* WORK INSTRUCTION
Using the listing below, report each line holding the string "data".

* SUPPLIED MATERIAL
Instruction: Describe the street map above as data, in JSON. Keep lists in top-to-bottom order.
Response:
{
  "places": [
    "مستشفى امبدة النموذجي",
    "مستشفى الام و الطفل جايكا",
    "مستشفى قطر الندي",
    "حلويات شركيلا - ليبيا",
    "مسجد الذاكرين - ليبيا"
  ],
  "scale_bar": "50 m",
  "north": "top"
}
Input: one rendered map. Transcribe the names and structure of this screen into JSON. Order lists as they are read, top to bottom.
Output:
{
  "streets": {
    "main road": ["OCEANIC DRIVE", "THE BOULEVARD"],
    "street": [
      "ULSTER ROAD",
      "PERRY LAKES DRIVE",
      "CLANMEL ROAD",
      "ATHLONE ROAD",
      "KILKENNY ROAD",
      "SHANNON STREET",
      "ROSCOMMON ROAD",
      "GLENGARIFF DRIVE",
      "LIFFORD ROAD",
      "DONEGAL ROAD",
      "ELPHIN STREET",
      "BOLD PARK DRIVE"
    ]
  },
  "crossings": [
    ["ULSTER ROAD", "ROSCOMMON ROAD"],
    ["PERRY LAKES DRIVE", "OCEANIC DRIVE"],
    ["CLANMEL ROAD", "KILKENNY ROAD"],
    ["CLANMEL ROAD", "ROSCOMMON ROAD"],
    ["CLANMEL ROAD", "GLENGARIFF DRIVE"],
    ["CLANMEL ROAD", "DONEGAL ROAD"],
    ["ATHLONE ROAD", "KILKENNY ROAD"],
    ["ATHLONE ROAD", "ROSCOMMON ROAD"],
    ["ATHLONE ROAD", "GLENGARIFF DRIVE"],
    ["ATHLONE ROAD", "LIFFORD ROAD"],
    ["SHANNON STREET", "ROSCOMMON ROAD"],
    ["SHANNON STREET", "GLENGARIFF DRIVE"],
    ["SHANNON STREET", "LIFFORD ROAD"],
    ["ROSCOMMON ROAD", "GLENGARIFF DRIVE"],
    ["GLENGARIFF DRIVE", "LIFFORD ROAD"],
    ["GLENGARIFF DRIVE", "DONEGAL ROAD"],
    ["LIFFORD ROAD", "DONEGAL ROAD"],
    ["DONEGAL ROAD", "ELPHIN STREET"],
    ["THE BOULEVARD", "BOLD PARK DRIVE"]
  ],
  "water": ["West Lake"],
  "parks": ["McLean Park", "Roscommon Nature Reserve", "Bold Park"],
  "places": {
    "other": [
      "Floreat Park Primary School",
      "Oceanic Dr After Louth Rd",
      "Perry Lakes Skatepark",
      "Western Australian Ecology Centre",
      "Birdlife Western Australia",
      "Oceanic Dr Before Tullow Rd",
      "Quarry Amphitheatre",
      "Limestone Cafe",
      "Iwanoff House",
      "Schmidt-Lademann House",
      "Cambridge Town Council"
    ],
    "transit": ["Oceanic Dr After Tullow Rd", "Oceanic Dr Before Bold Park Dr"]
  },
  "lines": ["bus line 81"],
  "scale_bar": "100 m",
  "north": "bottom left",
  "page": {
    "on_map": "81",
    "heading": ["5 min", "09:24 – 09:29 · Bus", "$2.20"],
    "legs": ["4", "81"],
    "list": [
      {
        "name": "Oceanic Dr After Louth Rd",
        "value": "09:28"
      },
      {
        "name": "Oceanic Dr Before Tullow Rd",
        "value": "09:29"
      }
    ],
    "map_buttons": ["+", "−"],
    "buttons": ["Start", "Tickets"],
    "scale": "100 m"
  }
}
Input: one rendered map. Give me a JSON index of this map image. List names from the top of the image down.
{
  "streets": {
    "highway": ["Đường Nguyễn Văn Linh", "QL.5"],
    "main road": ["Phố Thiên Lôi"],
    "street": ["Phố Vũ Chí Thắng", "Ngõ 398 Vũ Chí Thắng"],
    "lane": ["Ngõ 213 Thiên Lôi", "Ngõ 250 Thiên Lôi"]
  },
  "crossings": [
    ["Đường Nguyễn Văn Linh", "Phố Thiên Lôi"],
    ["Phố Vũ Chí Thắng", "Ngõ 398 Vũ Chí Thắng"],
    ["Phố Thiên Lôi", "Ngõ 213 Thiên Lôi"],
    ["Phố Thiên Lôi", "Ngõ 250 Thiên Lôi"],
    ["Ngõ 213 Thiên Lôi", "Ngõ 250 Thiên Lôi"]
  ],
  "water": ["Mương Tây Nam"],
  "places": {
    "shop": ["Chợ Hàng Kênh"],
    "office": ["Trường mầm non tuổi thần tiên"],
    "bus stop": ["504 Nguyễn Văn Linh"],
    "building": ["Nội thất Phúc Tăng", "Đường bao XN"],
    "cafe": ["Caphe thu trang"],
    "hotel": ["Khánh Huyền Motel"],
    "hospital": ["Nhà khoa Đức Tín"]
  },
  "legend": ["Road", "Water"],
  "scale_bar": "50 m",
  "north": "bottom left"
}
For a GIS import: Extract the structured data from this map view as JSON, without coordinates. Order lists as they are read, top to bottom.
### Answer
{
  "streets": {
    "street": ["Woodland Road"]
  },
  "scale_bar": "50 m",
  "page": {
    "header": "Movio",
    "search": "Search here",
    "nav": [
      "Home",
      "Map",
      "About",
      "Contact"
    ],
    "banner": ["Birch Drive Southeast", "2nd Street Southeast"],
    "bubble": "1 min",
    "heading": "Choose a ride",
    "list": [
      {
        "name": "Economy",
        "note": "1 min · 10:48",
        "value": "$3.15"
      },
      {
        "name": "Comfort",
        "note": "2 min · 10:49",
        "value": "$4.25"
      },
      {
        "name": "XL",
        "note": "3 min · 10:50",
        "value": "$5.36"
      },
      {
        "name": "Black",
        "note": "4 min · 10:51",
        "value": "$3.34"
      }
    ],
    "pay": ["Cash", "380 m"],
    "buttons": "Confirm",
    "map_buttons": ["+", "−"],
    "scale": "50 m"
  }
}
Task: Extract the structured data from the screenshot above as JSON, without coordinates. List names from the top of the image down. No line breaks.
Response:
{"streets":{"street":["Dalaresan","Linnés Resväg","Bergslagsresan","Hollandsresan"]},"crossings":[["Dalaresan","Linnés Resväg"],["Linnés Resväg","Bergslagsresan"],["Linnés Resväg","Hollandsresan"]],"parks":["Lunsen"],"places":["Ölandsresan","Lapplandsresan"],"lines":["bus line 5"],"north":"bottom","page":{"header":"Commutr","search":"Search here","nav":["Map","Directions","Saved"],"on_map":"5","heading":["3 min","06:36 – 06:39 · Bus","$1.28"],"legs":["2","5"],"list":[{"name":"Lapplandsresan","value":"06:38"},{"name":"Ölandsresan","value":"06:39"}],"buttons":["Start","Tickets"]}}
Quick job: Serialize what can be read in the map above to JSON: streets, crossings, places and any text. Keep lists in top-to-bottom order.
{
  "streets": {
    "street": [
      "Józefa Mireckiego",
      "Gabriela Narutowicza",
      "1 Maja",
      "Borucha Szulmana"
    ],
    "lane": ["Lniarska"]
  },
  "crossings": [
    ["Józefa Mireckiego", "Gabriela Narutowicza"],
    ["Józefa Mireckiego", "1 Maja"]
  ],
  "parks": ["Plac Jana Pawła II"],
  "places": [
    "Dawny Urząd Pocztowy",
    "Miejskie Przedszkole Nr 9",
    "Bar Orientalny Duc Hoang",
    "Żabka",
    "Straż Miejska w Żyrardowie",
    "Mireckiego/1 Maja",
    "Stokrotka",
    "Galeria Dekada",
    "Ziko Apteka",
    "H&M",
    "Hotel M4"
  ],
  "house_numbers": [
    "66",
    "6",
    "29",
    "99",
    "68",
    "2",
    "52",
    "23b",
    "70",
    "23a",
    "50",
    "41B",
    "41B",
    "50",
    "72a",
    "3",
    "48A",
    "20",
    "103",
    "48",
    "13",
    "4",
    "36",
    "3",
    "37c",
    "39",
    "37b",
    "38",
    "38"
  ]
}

* REPLY
Instruction: Describe the street map above as data, in JSON. Keep lists in top-to-bottom order.
For a GIS import: Extract the structured data from this map view as JSON, without coordinates. Order lists as they are read, top to bottom.
Task: Extract the structured data from the screenshot above as JSON, without coordinates. List names from the top of the image down. No line breaks.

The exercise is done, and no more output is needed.